It is a dream solution for molecular biological research. The CRISPR-Cas9 technique allows changes to be made in DNA quickly and cheaply. ‘Hopefully, it will very soon be possible to cure people. Wouldn’t that be fantastic?’
The CRISPR-Cas gene editing technique lets a selected gene be cut very precisely or replaced by another gene.
A rolled-up piece of paper is pinned to the noticeboard in Professor John van der Oost’s room. It is evidence of a bet. Will the scientists who developed the gene technique CRISPR-Cas9 be awarded a Nobel Prize in the years to come (something no one really doubts) and which researchers will be given the honour? Van der Oost and a postdoc have bet a bottle of wine on the outcome.
No, says Van der Oost, he didn't bet on himself. In the Dutch newspaper NRC, cancer researcher and former columnist Piet Borst wrote that Van der Oost deserves a Nobel Prize for his role in the development of CRISPR-Cas9. ‘That was nice to read, good to see someone giving us the credit for all the fundamental work that we carried out. But as Borst himself said, the prize for medicine won't go to a microbiologist.’ In scientific journals, Van der Oost is indeed seen as the pioneer paving the way for the three researchers judged likely to get the prize: the French scientist Emmanuelle Charpentier and the Americans Jennifer Doudna (Berkeley) and Feng Zhang (MIT).The triumphant march of this new technique, which lets precise changes be made in DNA at low cost, started in the late 1990s quite by accident in Wageningen.

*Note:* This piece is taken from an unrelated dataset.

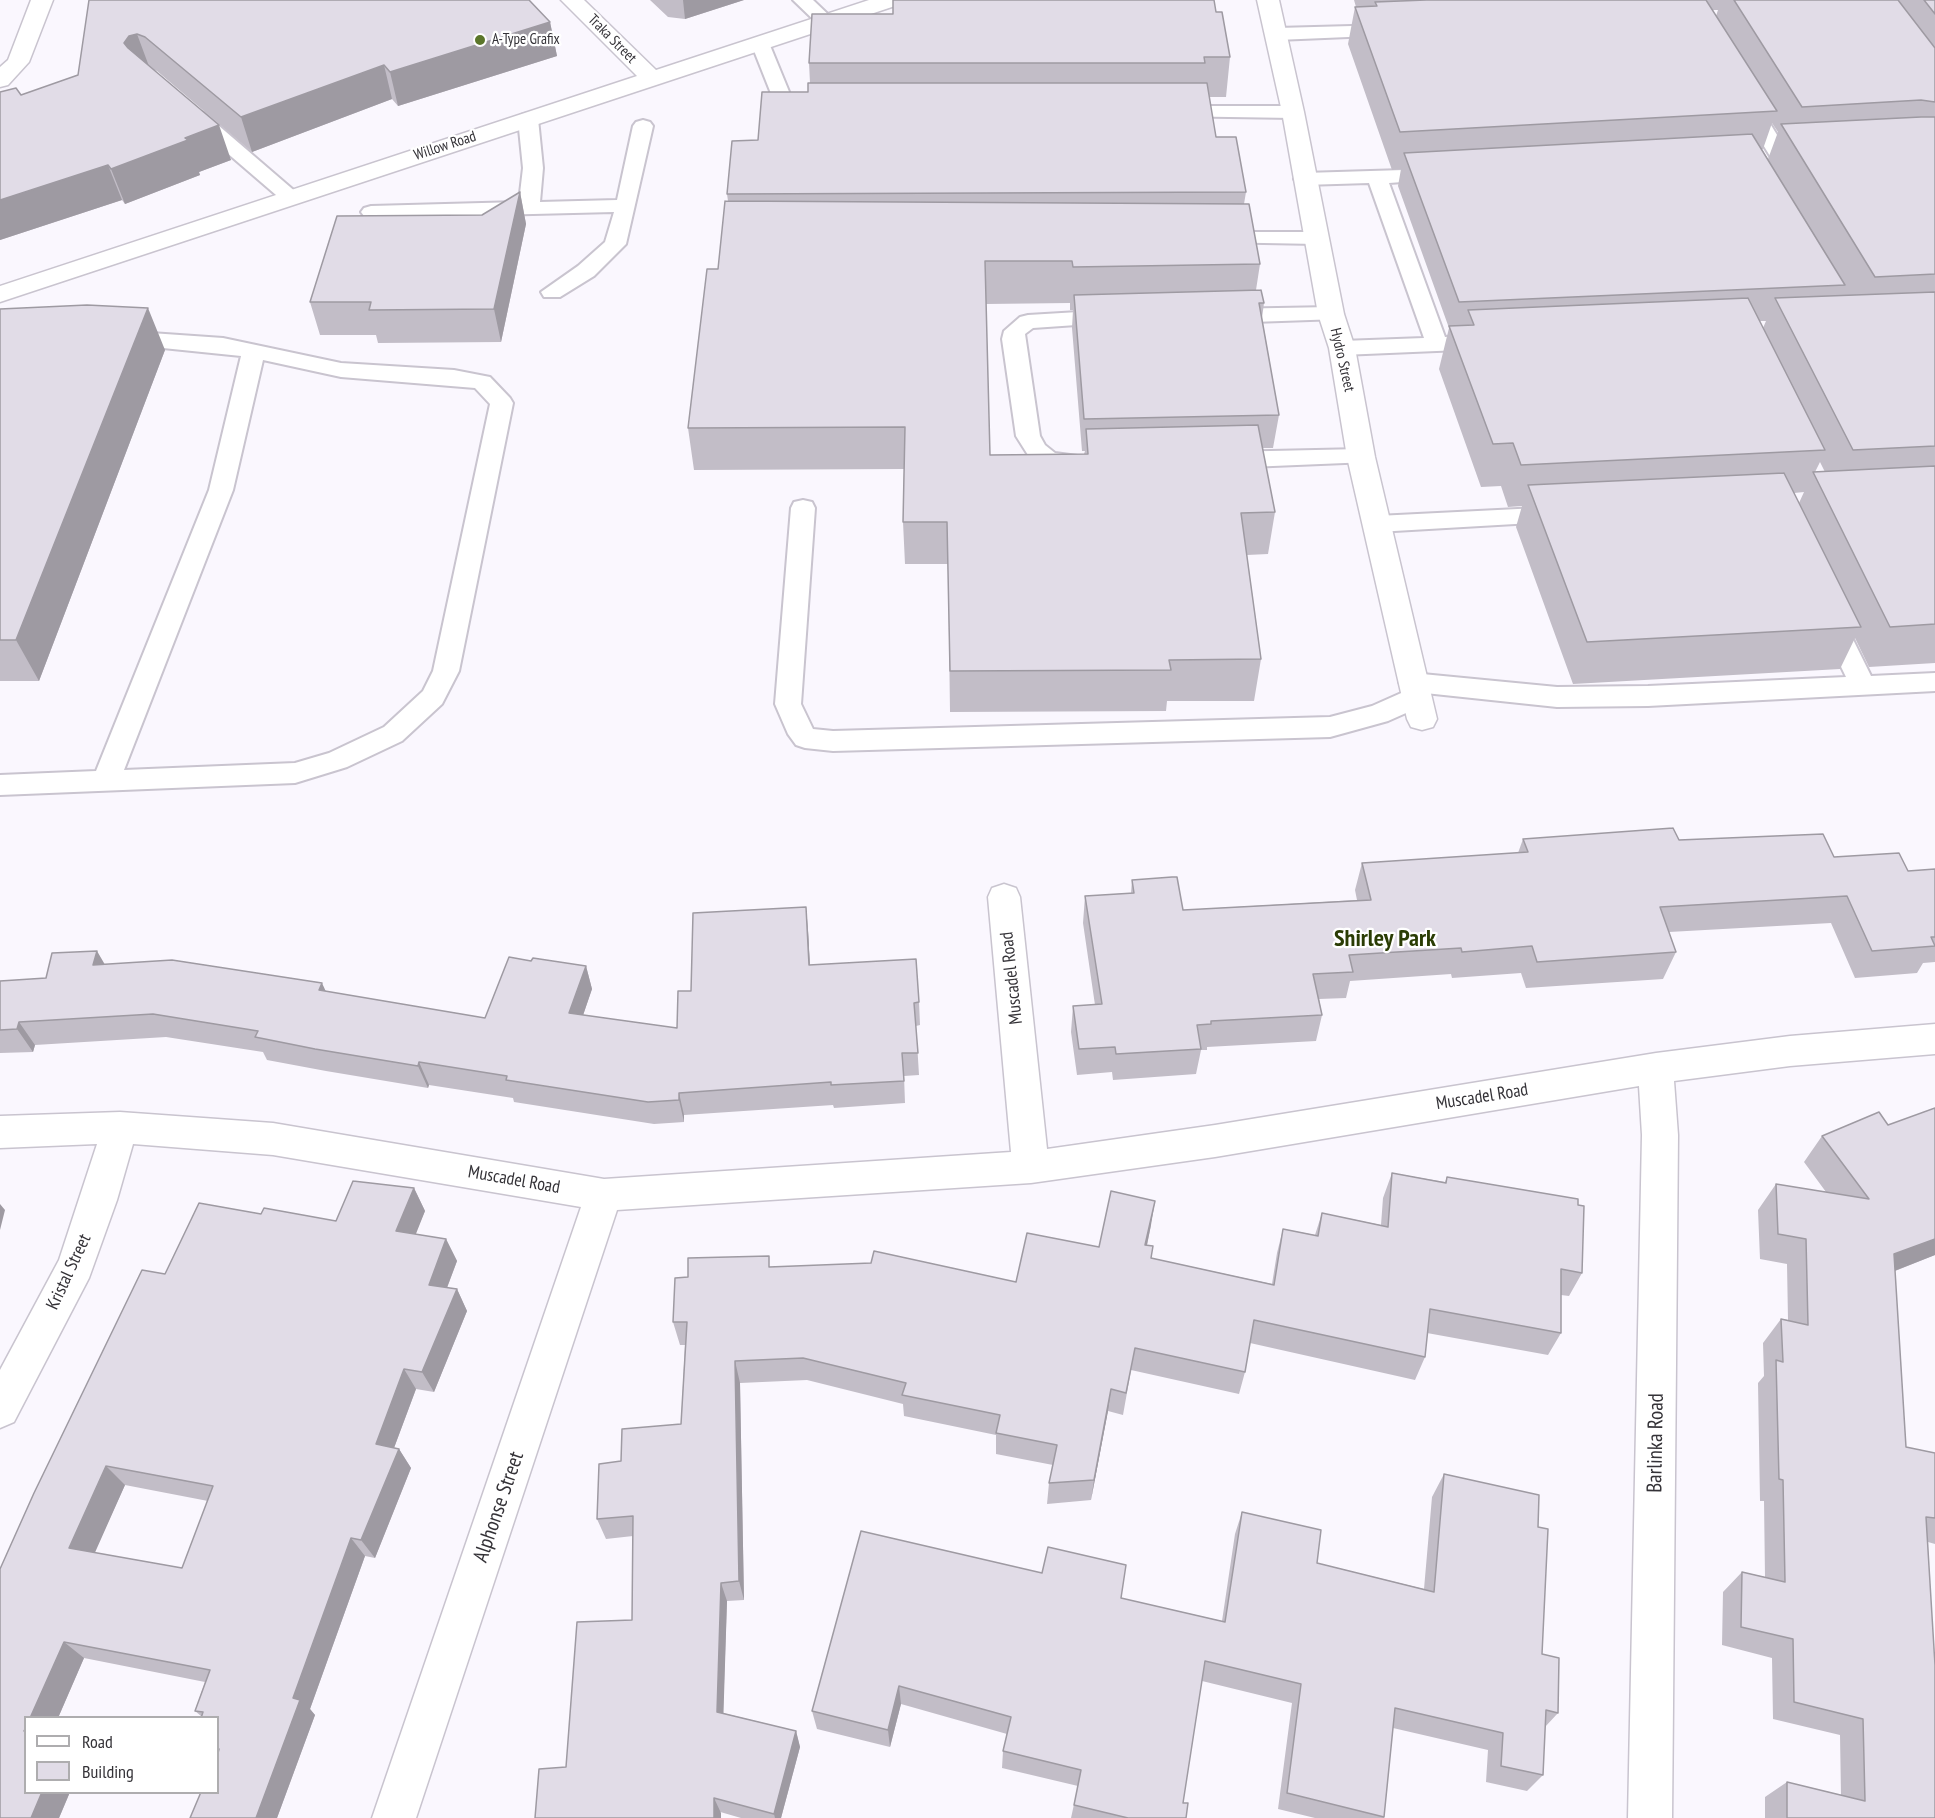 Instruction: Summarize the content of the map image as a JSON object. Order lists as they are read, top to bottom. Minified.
{"streets":{"street":["Traka Street","Willow Road","Hydro Street","Muscadel Road","Kristal Street","Barlinka Road","Alphonse Street"]},"crossings":[["Traka Street","Willow Road"],["Muscadel Road","Kristal Street"],["Muscadel Road","Barlinka Road"],["Muscadel Road","Alphonse Street"]],"districts":["Shirley Park"],"places":["A-Type Grafix"],"legend":["Road","Building"]}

‘We were involved in deciphering a genome from a bacterium from a geyser in Yellowstone,’ says Van der Oost. ‘We found that it contained repeating pieces of DNA. We published this result in 2001 and then forgot about it. We had no idea what it was for. In 2005 French and Spanish researchers suggested that this could be an immune system to protect bacteria from viruses. I had just received a Vici grant from the Netherlands Organization for Scientific Research and that's what made the difference. It let us immediately put a postdoc and a PhD candidate to work on the topic.’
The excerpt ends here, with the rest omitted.